[Items listed in a dataset]
◇ ◇ ◇ ◇ ◇ ◇ ◇

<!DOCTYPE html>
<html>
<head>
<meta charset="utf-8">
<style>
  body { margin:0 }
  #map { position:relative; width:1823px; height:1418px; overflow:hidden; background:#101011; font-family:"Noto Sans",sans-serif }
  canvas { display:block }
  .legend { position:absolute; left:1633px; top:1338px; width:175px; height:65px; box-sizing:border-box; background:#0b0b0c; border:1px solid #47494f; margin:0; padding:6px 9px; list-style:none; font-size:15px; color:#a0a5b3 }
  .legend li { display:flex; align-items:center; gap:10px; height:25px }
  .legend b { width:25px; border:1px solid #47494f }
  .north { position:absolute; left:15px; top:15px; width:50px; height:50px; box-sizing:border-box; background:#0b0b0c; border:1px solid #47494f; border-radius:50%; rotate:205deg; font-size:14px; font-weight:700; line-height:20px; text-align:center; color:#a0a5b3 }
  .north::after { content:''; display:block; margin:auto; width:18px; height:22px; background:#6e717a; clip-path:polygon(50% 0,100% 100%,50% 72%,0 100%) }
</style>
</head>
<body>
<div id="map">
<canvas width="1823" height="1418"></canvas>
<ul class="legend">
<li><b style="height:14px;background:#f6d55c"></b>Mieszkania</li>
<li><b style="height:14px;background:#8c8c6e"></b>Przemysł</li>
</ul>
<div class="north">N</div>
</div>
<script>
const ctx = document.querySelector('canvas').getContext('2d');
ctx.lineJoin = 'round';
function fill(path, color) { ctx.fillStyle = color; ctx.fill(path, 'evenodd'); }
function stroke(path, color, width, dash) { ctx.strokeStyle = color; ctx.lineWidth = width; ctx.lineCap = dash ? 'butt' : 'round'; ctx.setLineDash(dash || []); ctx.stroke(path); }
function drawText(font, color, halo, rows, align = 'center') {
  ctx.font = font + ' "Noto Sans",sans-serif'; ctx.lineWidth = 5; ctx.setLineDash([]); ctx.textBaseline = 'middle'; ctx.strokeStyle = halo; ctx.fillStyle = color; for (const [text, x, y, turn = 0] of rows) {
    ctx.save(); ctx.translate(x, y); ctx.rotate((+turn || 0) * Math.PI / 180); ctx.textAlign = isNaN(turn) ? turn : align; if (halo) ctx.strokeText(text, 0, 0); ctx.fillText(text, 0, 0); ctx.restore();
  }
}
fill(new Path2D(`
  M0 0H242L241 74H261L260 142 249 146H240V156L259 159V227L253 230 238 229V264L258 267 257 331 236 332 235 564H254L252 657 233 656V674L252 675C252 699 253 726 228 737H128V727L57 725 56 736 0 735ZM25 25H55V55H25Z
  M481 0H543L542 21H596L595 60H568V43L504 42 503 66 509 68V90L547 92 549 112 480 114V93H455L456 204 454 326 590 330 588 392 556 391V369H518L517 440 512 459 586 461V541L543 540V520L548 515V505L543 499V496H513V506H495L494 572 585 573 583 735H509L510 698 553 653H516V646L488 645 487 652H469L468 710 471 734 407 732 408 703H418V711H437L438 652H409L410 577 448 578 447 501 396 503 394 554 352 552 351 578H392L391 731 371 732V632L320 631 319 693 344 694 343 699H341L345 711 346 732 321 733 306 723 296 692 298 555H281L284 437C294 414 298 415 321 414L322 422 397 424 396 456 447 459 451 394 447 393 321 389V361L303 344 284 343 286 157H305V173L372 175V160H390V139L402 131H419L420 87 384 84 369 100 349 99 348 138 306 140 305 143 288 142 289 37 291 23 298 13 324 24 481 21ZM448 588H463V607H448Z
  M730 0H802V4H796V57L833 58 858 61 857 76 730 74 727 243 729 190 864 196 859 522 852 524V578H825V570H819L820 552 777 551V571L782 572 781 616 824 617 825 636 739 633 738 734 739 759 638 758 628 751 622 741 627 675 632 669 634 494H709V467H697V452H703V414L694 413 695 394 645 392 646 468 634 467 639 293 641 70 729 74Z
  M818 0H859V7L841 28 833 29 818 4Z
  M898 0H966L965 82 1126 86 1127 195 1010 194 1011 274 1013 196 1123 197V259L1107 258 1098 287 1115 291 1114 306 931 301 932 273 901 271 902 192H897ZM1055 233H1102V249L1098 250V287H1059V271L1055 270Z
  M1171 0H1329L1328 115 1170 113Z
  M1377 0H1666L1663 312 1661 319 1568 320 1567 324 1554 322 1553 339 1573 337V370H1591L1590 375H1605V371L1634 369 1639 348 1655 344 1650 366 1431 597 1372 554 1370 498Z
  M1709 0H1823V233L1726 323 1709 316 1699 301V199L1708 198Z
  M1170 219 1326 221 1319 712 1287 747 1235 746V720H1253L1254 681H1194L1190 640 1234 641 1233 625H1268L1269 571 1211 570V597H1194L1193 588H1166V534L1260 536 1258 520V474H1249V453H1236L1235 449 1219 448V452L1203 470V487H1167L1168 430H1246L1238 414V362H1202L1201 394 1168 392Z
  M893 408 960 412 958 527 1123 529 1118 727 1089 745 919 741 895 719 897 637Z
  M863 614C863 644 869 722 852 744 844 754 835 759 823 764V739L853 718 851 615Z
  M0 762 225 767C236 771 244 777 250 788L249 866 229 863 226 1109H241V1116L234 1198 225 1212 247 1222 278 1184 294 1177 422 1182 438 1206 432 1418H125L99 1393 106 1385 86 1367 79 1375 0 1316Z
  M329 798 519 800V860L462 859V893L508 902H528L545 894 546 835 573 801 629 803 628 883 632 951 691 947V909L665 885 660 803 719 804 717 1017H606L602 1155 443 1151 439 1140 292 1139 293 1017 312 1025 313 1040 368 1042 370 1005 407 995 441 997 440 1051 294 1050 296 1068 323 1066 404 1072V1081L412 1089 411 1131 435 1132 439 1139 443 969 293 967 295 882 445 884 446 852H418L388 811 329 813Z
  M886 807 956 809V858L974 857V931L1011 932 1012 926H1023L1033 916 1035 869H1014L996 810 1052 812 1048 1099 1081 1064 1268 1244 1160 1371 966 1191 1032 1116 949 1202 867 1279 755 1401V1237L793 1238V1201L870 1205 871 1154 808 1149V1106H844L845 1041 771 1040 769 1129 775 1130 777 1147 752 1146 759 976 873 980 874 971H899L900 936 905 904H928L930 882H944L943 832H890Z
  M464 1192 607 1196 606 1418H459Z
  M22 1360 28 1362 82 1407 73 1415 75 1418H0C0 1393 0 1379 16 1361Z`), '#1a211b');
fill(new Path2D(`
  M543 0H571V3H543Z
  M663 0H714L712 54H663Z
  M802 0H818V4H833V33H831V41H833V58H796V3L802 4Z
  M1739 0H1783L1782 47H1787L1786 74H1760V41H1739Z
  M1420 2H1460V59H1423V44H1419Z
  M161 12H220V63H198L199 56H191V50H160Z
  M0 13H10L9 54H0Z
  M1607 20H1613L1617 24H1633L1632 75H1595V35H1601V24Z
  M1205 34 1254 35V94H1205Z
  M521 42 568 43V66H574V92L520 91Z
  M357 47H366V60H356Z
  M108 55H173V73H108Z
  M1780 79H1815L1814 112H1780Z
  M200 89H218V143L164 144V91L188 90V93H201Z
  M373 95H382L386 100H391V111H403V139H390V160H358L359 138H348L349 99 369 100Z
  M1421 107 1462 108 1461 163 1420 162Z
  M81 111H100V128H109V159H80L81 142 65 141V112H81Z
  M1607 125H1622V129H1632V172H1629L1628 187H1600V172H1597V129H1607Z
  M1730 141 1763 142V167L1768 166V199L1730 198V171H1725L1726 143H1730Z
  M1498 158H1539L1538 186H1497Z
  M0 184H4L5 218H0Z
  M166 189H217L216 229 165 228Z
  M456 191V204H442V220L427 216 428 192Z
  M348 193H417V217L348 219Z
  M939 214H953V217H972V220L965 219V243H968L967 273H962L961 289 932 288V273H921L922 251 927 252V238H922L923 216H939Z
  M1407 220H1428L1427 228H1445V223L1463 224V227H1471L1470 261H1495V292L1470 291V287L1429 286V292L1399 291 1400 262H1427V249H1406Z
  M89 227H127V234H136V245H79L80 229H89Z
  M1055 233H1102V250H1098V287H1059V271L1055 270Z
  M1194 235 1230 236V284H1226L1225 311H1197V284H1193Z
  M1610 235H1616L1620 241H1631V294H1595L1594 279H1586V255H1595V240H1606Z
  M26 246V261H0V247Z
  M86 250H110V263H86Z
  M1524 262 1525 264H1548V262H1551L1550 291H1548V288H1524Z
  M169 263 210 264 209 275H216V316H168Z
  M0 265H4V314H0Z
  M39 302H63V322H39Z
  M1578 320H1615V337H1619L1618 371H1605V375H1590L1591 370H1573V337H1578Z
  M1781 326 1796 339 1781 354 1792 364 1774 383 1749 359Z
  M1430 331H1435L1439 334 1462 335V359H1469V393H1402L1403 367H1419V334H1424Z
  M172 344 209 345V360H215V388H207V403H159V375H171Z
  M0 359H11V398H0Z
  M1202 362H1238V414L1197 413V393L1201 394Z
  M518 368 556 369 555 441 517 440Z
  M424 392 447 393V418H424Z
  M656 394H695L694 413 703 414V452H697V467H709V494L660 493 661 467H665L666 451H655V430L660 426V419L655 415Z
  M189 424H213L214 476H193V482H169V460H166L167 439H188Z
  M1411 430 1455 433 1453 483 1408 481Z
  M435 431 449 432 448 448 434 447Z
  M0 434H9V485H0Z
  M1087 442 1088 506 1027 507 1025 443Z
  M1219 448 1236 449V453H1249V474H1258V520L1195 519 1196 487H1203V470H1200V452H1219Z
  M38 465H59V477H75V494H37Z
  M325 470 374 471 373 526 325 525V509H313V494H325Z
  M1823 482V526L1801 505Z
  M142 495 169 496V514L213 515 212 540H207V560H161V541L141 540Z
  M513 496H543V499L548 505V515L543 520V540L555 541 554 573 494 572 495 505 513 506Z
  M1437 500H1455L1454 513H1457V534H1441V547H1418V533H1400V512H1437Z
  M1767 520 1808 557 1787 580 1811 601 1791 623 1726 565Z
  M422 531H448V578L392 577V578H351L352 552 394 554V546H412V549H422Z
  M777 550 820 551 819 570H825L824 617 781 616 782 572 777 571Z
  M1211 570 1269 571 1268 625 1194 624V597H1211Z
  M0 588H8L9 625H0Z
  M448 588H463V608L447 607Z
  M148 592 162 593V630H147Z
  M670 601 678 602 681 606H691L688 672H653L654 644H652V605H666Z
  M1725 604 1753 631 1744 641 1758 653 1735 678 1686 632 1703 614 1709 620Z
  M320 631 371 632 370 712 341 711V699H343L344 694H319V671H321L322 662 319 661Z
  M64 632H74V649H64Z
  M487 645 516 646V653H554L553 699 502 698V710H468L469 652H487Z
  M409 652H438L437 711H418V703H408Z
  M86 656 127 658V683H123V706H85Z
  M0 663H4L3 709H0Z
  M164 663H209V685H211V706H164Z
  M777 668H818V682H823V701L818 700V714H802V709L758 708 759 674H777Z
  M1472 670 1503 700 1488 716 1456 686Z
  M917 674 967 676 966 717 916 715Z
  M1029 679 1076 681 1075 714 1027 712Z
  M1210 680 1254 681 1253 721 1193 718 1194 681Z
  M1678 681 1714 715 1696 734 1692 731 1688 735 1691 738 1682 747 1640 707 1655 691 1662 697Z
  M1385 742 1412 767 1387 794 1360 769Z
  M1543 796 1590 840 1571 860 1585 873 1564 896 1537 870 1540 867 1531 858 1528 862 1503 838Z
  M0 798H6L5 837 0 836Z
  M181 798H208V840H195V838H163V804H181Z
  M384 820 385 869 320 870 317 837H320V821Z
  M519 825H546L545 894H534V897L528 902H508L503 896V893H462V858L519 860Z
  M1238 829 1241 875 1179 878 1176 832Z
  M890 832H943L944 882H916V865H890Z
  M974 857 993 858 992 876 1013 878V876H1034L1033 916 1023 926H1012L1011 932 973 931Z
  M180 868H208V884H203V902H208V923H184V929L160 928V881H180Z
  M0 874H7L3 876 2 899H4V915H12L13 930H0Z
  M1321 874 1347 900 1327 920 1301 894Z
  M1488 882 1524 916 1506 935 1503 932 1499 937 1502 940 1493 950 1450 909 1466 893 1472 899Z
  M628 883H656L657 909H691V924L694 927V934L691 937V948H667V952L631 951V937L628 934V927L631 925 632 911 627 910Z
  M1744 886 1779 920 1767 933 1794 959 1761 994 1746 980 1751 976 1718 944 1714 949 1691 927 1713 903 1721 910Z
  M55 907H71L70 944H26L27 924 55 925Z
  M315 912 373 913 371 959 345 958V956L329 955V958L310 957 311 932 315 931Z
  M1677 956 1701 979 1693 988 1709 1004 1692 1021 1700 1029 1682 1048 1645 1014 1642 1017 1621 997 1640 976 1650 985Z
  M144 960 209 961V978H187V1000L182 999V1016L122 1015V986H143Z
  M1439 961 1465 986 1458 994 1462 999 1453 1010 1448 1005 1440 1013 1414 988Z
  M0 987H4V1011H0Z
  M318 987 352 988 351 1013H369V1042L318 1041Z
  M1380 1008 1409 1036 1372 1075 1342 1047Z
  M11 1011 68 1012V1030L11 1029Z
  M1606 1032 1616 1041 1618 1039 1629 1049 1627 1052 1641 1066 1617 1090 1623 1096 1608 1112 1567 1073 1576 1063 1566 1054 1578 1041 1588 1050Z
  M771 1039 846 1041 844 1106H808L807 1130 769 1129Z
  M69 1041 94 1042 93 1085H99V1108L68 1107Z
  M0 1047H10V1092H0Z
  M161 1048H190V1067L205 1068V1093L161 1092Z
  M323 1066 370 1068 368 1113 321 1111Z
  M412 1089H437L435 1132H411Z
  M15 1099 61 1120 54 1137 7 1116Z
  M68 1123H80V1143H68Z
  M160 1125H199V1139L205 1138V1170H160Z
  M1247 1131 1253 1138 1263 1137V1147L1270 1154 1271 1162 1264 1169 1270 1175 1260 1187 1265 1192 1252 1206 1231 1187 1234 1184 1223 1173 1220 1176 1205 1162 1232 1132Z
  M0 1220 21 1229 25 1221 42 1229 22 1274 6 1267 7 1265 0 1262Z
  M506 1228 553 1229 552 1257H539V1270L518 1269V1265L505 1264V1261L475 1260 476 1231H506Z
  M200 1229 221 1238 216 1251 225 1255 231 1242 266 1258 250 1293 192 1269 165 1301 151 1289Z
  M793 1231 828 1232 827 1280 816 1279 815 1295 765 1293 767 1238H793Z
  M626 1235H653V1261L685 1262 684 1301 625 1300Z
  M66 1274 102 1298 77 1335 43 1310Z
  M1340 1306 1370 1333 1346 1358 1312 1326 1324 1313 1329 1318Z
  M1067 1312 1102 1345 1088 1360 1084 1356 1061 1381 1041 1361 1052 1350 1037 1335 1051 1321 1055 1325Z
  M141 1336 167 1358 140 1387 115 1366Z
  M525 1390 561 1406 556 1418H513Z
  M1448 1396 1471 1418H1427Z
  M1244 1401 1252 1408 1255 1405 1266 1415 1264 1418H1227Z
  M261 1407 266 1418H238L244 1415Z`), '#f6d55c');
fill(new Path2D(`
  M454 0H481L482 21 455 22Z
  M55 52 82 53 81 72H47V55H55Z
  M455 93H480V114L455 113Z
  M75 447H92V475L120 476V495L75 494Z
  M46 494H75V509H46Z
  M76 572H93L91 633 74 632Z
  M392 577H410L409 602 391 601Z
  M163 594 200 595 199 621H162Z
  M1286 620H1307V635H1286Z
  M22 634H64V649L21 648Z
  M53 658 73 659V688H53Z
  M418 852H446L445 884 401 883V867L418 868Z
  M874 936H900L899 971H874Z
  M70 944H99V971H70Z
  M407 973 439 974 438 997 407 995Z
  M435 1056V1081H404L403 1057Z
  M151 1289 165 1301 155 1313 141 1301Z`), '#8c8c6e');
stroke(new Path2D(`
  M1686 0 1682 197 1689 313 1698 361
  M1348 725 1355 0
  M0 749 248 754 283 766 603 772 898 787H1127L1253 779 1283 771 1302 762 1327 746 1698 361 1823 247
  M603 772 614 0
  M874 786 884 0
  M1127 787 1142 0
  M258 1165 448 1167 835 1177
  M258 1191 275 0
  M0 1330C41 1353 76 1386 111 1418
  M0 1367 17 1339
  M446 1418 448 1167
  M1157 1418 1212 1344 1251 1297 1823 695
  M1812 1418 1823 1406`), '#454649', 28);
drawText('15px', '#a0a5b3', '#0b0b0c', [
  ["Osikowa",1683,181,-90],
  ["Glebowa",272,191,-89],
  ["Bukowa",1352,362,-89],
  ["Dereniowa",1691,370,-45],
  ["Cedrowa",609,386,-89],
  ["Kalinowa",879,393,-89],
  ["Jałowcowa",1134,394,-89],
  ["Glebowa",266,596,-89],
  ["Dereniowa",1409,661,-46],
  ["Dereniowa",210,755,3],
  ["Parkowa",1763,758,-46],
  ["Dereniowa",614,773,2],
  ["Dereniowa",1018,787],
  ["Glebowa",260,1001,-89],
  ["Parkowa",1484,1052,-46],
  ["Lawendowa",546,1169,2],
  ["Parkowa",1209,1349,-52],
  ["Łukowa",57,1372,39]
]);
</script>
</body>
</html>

◇ ◇ ◇ ◇ ◇ ◇ ◇

Task statement: In exact wording, restate the lines of the data above from the first through the one holding "display:flex; align-items:center; gap:10px;", and stop after that line.

Result of the task:
<!DOCTYPE html>
<html>
<head>
<meta charset="utf-8">
<style>
  body { margin:0 }
  #map { position:relative; width:1823px; height:1418px; overflow:hidden; background:#101011; font-family:"Noto Sans",sans-serif }
  canvas { display:block }
  .legend { position:absolute; left:1633px; top:1338px; width:175px; height:65px; box-sizing:border-box; background:#0b0b0c; border:1px solid #47494f; margin:0; padding:6px 9px; list-style:none; font-size:15px; color:#a0a5b3 }
  .legend li { display:flex; align-items:center; gap:10px; height:25px }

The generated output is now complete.